Although the Honest claim is being made in the USA, companies should be aware that there is a risk of similar “class action” claims being launched in the UK. 

The legal framework in the UK

Whilst not as well-established as US class actions, collective securities actions seem to be gathering momentum in this jurisdiction. Businesses should be aware of risks of such actions under Section 90 and Section 90A of the Financial Services and Markets Act 2000 (“FSMA”).

Very briefly, Section 90 and Section 90A FSMA offer a remedy for shareholders who have acquired or held securities in listed companies and suffered loss as a result of:

  • untrue or misleading statements/omissions within listing particulars or prospectuses (Section 90); or
  • untrue or misleading statements/omissions within other information published by the company, or as a result of a dishonest delay by the company in publishing such information (Section 90A).
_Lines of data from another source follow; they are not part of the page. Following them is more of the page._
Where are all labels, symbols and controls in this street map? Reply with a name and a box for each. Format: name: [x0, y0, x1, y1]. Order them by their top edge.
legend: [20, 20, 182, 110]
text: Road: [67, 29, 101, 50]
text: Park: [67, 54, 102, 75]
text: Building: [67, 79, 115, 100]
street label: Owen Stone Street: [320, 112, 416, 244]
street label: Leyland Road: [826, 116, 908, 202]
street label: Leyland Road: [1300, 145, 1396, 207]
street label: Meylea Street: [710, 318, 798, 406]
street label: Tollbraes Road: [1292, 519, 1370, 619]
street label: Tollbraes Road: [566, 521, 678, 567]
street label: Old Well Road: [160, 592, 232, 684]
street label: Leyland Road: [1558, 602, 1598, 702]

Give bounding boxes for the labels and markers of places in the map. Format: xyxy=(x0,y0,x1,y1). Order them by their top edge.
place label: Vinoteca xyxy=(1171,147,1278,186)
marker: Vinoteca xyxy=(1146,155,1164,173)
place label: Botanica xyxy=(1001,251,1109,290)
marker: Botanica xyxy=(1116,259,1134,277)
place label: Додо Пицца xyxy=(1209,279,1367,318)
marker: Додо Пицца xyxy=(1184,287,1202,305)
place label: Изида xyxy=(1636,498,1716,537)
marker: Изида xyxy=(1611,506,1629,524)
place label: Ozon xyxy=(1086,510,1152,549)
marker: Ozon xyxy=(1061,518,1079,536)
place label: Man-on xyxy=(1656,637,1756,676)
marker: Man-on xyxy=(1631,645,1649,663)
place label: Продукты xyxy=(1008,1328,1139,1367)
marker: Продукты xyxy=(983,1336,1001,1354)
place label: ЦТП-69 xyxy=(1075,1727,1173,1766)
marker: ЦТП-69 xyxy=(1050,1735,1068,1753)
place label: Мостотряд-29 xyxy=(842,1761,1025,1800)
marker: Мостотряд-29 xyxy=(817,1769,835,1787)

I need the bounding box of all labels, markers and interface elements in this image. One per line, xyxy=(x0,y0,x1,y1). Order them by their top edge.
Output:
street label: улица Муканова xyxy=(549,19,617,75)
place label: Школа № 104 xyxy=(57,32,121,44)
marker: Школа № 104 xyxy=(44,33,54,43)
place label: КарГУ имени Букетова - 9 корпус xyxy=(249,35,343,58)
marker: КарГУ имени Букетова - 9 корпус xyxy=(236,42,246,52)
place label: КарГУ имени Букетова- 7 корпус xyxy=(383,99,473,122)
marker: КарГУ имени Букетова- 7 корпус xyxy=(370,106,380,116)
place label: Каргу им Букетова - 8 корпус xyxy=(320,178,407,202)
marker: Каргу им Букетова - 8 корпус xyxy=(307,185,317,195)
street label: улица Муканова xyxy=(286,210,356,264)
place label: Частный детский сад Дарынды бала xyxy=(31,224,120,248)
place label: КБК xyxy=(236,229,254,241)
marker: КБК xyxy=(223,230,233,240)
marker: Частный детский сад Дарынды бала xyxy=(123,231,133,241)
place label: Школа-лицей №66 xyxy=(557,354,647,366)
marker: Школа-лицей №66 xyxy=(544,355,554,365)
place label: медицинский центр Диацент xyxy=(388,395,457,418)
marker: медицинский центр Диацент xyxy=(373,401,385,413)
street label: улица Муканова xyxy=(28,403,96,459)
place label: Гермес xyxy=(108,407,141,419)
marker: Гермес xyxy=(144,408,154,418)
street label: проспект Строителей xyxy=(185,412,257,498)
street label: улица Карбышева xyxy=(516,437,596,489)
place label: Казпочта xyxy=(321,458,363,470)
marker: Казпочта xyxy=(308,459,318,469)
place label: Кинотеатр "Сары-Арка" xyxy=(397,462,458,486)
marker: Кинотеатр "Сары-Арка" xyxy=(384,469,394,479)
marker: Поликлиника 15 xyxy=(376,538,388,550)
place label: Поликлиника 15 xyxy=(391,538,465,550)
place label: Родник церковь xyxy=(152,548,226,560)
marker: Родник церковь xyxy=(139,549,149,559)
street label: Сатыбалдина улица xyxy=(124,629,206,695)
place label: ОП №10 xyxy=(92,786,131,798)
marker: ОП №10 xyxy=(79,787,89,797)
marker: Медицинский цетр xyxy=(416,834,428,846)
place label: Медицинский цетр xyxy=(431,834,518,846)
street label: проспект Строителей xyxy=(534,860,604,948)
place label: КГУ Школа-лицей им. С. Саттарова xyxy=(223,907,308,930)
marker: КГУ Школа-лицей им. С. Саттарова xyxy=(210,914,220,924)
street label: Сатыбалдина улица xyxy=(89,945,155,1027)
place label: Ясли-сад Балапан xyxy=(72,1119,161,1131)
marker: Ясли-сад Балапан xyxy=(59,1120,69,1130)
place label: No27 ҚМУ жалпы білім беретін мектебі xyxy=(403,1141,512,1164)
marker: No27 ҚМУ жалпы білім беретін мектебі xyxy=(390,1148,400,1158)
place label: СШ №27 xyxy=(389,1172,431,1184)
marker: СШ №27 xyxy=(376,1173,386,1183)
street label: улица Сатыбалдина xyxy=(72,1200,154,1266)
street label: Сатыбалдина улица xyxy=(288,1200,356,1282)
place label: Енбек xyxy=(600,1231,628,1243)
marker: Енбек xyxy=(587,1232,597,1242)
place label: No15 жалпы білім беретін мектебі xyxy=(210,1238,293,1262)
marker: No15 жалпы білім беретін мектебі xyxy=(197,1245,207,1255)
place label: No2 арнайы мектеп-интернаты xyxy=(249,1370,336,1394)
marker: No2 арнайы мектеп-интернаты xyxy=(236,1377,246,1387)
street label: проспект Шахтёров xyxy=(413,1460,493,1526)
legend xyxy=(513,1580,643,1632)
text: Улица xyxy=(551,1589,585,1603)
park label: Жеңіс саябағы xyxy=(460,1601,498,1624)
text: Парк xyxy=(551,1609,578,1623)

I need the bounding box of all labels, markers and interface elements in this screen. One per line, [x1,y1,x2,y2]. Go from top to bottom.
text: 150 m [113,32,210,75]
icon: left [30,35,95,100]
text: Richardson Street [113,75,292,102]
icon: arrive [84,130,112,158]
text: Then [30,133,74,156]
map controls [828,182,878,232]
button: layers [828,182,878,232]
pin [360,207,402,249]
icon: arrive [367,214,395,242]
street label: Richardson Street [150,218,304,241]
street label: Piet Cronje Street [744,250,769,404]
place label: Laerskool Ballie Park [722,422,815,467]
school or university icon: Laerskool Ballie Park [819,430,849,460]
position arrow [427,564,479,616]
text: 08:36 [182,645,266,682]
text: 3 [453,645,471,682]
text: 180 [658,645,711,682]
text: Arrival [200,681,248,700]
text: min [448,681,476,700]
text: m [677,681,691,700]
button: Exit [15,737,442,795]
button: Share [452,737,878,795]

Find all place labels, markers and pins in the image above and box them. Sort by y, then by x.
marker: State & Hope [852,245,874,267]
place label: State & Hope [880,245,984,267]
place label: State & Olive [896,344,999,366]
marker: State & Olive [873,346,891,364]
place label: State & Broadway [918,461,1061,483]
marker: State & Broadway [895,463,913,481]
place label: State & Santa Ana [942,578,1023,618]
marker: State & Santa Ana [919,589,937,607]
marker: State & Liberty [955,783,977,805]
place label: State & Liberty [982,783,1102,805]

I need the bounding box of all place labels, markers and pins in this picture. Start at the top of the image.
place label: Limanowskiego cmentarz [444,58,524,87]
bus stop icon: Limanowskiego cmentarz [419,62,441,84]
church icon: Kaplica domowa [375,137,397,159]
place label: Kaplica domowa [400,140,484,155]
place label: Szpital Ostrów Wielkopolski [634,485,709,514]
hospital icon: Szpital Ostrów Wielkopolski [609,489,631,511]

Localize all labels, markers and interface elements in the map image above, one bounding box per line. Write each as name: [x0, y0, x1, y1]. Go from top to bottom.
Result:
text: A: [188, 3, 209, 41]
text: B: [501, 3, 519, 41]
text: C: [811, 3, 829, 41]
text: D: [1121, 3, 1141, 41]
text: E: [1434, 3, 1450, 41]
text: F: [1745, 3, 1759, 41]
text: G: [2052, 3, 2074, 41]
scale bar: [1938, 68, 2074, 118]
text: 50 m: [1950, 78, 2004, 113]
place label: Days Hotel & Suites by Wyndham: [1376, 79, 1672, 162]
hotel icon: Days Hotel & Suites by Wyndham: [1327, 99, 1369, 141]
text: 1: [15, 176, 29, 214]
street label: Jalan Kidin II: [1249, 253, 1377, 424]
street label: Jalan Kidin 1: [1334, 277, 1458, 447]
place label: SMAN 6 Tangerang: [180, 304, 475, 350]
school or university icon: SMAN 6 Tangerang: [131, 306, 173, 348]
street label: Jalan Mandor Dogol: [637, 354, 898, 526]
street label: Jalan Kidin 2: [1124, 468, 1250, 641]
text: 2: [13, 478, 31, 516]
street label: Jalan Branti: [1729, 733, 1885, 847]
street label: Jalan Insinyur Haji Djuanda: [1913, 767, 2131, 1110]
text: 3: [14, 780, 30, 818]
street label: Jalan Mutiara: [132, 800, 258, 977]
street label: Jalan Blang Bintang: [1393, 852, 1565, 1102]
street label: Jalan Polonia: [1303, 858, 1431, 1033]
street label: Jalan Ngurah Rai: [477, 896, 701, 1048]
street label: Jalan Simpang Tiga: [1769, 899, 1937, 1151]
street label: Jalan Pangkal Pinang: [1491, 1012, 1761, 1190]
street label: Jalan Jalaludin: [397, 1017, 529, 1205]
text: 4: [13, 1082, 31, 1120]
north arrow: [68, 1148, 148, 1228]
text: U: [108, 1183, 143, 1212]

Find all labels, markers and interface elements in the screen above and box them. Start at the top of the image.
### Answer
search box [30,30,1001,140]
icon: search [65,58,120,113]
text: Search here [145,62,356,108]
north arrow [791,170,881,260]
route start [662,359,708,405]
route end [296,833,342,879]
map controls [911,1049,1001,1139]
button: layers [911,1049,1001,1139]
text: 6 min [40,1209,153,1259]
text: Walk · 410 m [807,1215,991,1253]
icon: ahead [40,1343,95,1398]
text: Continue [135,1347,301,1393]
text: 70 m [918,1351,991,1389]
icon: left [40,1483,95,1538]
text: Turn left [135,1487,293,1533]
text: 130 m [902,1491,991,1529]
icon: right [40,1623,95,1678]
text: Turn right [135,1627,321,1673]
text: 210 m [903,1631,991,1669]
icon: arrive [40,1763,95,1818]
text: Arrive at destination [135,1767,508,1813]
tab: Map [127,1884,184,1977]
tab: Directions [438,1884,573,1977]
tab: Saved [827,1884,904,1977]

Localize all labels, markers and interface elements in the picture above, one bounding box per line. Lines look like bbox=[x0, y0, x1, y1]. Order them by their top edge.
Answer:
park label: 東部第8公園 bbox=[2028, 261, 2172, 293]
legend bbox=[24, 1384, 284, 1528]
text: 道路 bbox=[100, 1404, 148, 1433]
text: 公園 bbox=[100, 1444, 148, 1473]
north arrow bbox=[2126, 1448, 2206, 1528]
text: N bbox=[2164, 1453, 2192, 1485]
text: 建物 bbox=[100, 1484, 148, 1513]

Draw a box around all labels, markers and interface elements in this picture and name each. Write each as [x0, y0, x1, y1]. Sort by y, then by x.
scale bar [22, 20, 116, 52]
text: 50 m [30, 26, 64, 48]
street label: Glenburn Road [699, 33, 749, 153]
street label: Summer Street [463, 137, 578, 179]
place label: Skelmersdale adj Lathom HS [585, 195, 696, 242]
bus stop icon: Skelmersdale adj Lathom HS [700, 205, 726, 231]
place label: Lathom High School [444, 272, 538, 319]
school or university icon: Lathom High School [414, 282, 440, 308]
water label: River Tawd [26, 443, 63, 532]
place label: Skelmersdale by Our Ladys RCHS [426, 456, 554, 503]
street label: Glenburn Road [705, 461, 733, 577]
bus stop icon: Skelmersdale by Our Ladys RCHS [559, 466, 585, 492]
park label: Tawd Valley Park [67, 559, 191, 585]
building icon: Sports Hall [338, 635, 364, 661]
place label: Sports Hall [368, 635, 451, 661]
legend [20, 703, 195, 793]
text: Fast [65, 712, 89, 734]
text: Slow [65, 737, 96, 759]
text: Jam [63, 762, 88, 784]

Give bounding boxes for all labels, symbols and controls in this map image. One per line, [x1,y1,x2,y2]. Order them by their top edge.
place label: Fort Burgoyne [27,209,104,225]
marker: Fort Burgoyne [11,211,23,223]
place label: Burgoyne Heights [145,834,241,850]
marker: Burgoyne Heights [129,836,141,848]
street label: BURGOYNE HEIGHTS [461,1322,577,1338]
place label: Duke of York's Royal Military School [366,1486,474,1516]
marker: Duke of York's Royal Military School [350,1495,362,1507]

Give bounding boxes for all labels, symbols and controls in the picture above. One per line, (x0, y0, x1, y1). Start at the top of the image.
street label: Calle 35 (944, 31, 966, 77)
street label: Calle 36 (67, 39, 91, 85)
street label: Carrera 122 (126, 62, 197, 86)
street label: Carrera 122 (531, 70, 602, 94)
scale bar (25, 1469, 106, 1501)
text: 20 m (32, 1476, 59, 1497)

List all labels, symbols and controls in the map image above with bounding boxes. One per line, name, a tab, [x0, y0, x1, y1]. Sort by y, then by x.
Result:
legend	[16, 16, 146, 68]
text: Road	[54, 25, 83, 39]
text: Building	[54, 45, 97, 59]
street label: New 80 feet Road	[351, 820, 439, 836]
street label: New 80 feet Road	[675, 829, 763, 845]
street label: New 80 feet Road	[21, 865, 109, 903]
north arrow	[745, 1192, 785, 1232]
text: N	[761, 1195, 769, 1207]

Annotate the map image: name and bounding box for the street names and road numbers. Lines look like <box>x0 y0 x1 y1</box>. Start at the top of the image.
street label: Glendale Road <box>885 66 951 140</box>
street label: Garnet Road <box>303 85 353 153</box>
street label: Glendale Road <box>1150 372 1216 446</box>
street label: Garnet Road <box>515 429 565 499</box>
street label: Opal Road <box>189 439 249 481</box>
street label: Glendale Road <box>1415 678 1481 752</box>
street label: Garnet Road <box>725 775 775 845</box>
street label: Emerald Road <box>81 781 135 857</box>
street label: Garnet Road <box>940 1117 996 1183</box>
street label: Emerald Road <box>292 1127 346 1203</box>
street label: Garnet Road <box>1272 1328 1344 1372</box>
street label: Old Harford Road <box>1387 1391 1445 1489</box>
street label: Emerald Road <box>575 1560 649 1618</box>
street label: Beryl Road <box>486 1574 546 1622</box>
If all elements of the cause of action are established, then the company is required to pay compensation to the shareholders.

Key points to note 

The case law in this area is still developing, but here are some points worth noting:

  • claimants will need to establish a causal link between the loss suffered and the misleading statements or omissions by the listed company. This will often require detailed expert evidence.
  • under Section 90A FSMA, claimants are required to establish reliance, i.e. the claimants must show that it was reasonable for them to place reliance on the relevant misstatement. On the other hand, there is no requirement to prove such reliance in claims under Section 90 FSMA - proof that the prospectus or listing particulars contained material untrue or misleading statements is sufficient.
  • the quantification of damages is a key, yet untested, aspect of both Section 90 and 90A FSMA. The wording refers to “compensation” but how the investors’ losses will be calculated is still to be determined. The choice of method can have a large effect on the quantum of damages and will most likely represent the key battleground between the parties.

As these types of collective action increase in this jurisdiction, shareholders and businesses are encouraged to keep an eye on legal developments in this area of law.  In particular, businesses should consider taking steps to ensure effective procedures are in place to minimise the risk of collective securities actions.